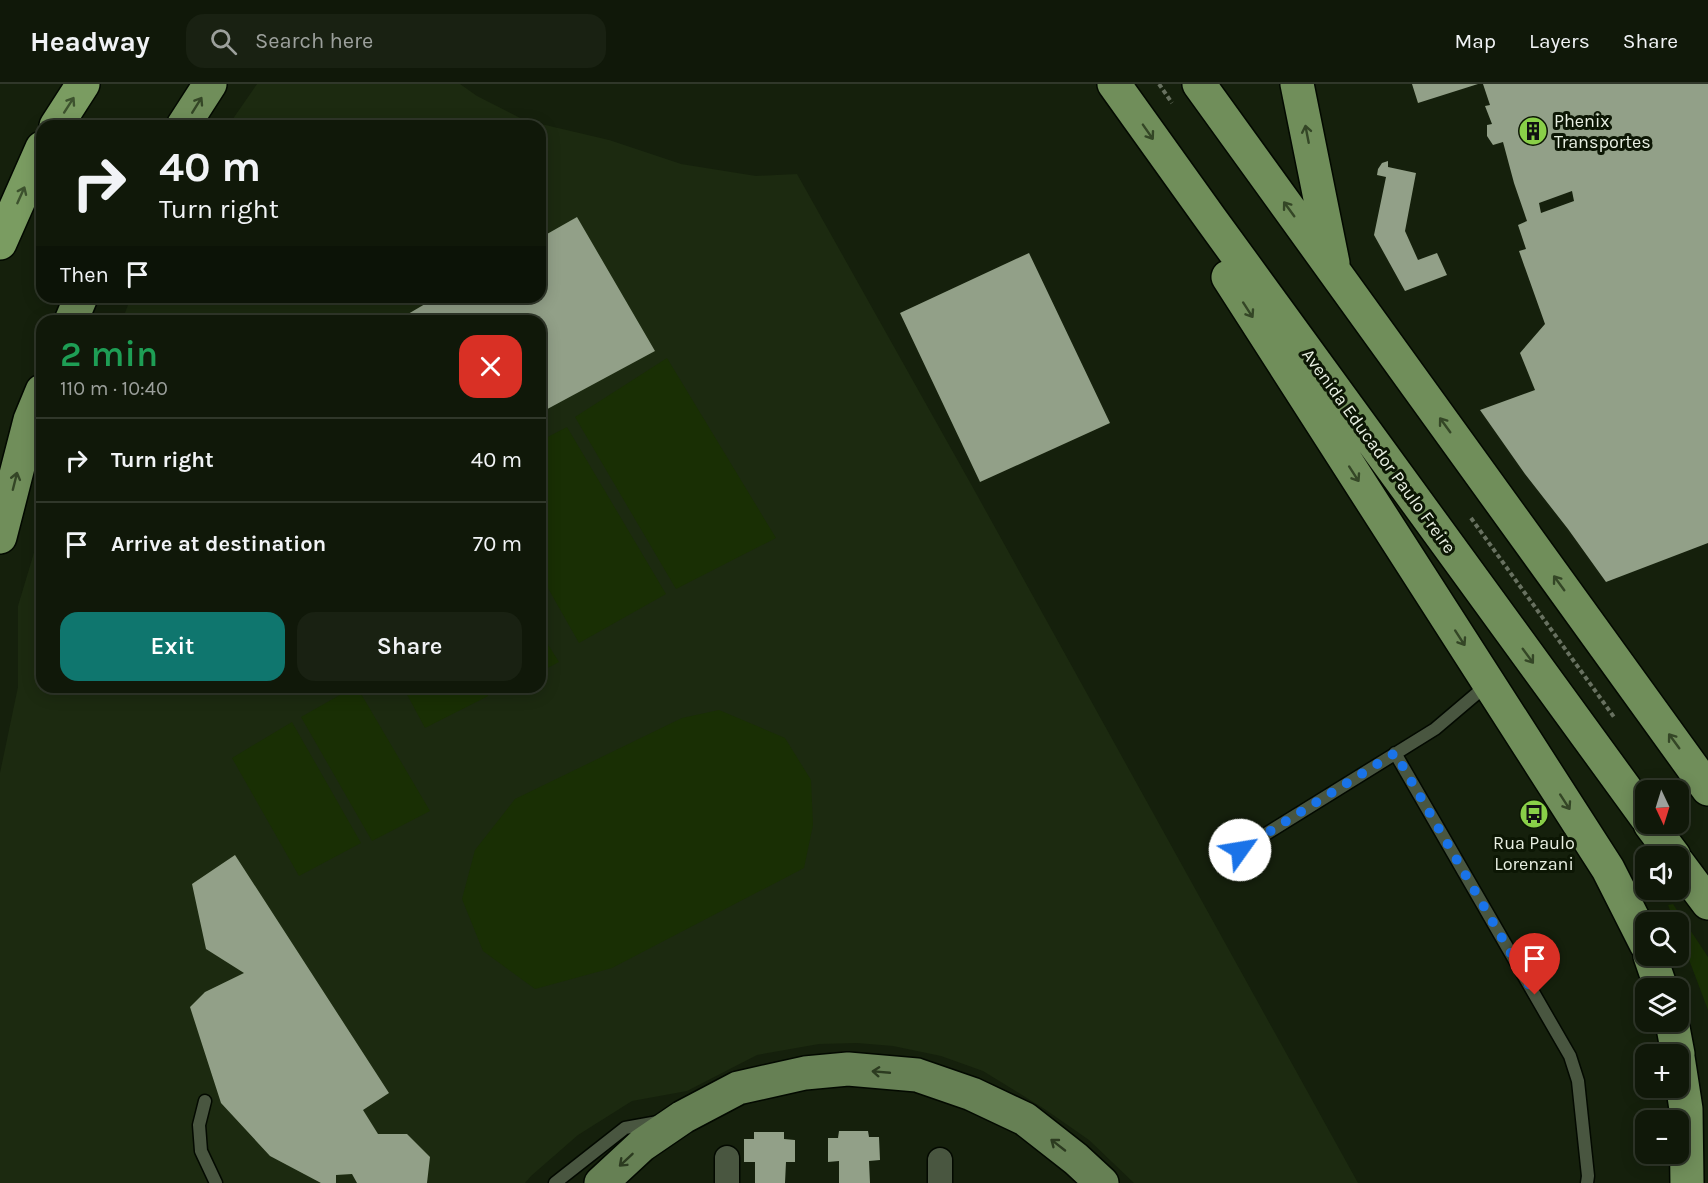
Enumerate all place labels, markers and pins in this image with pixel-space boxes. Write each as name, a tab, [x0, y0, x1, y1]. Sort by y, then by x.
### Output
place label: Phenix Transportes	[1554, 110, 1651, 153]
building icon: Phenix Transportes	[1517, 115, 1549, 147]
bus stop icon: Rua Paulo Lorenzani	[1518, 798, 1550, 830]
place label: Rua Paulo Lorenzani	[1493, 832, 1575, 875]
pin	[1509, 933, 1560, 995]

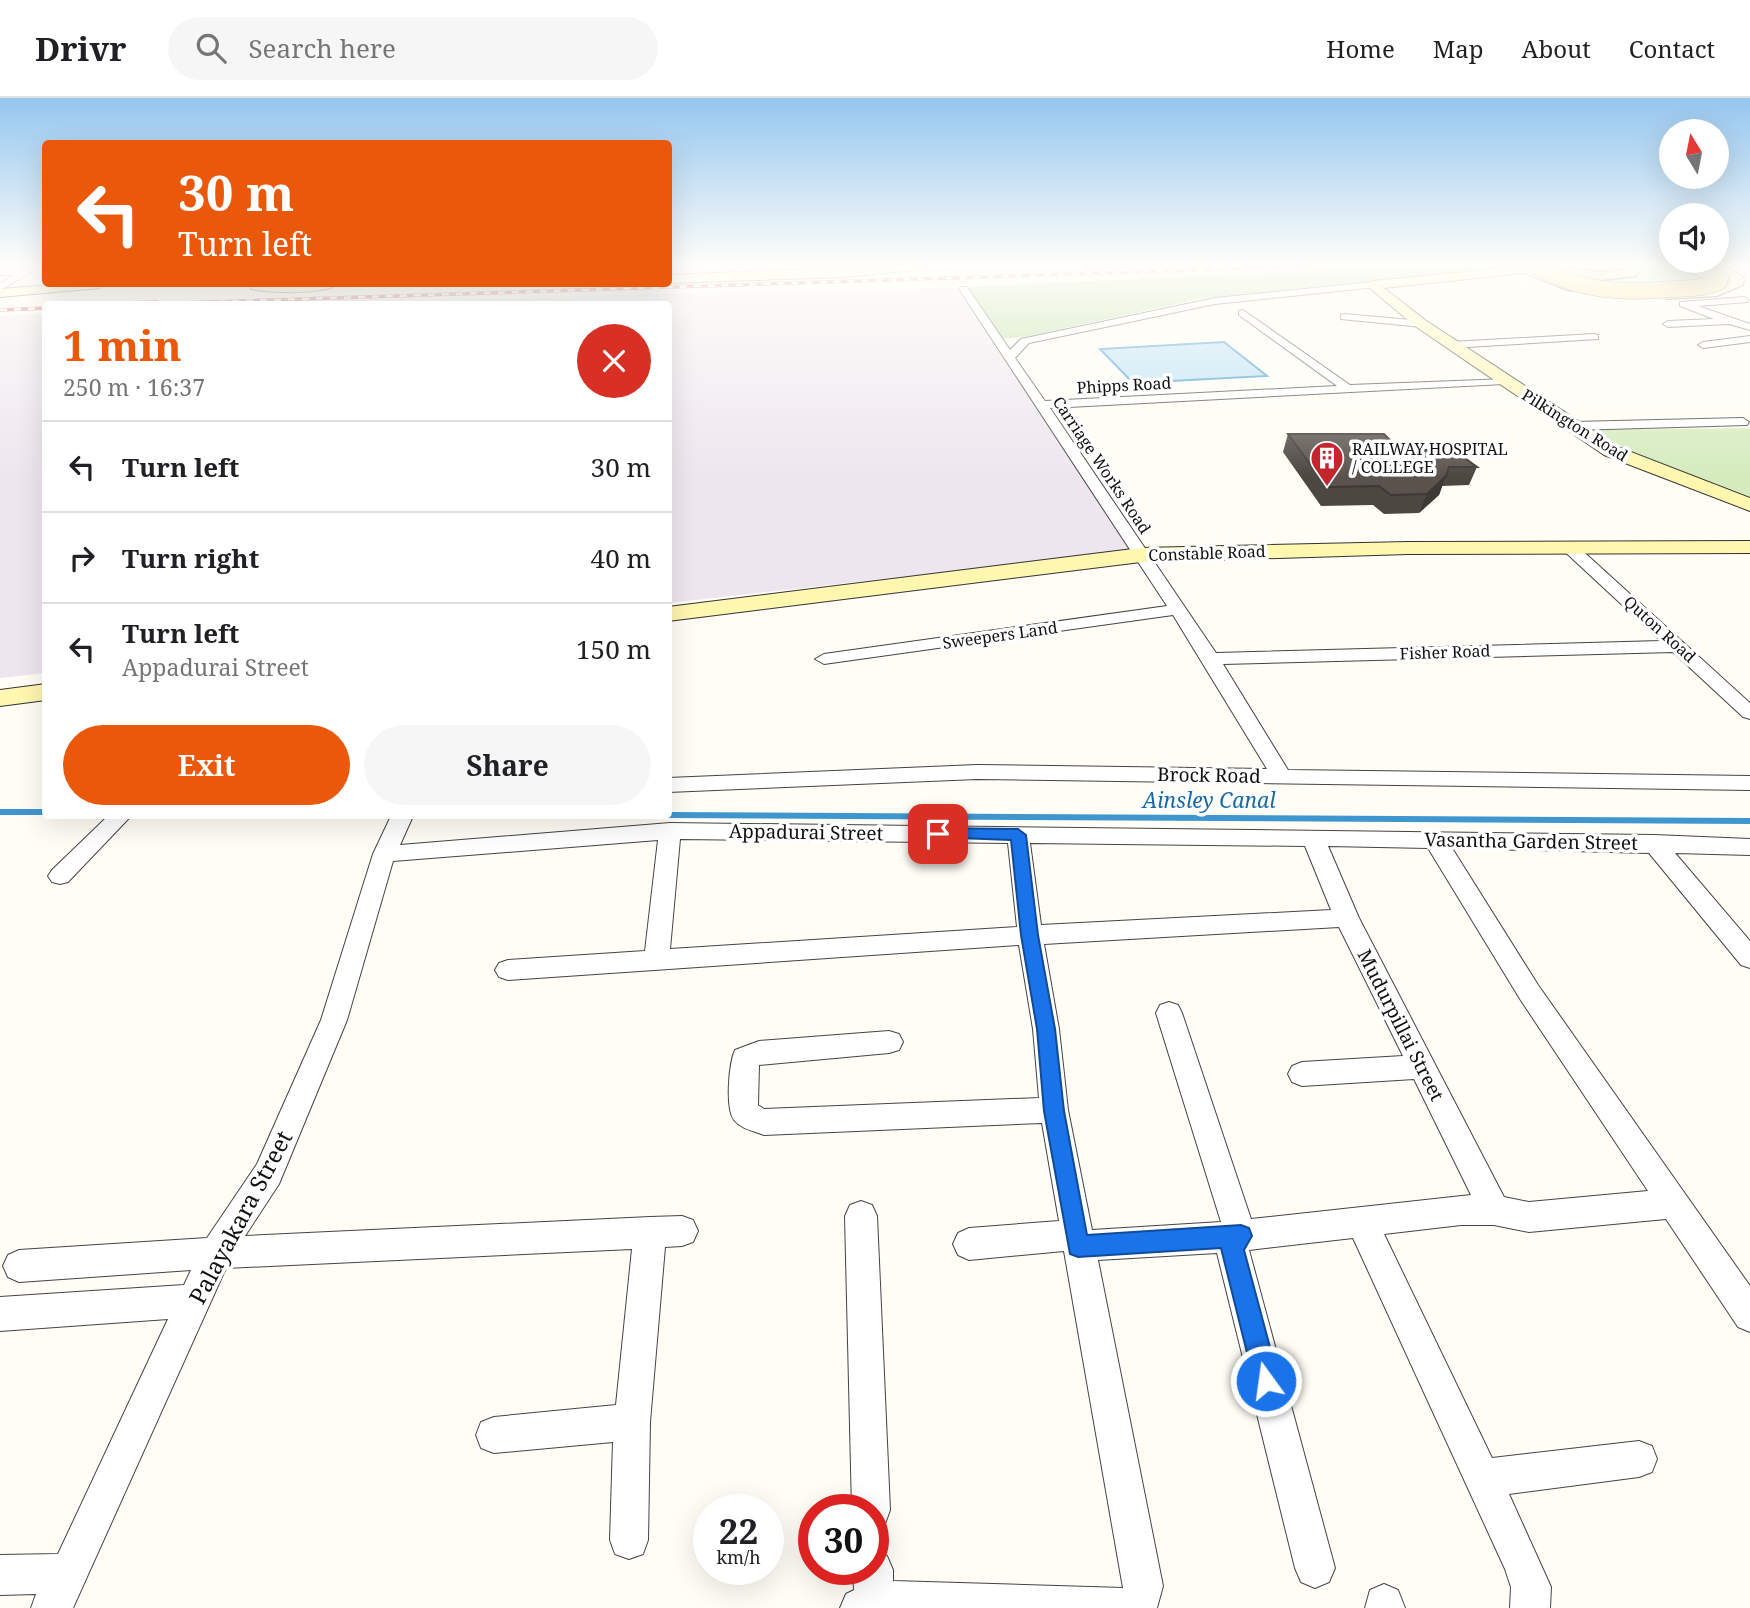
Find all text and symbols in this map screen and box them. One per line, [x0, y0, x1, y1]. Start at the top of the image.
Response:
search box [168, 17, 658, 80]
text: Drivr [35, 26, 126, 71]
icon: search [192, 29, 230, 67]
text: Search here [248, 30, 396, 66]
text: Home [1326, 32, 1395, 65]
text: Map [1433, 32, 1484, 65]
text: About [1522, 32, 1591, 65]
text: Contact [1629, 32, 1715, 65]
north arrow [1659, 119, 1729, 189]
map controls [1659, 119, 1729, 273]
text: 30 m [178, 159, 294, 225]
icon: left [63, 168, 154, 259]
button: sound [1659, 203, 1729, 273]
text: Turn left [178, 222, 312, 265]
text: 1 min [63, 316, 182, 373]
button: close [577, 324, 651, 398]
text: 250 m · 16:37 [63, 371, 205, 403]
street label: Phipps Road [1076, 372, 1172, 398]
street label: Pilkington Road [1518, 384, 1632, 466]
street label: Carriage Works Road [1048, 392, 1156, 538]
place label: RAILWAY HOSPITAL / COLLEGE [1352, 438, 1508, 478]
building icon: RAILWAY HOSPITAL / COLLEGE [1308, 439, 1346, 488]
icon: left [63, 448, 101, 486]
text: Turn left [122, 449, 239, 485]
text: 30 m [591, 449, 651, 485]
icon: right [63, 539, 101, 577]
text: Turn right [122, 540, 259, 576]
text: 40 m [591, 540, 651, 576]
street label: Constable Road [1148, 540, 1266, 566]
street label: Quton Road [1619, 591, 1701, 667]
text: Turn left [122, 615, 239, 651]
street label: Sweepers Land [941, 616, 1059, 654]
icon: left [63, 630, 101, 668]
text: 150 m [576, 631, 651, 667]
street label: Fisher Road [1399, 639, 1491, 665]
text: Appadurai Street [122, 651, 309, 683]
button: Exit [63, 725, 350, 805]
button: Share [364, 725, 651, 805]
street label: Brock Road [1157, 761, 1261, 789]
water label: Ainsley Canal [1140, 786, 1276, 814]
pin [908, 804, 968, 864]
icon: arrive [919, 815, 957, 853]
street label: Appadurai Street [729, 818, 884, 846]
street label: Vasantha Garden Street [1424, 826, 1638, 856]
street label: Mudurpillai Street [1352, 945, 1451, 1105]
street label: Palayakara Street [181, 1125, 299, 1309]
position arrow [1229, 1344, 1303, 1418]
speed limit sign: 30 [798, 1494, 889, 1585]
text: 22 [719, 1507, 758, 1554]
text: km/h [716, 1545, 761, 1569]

Instructions to follow:
State how many lines of the entries include the word "COLLEGE", giving that number by itself.

Reply:
2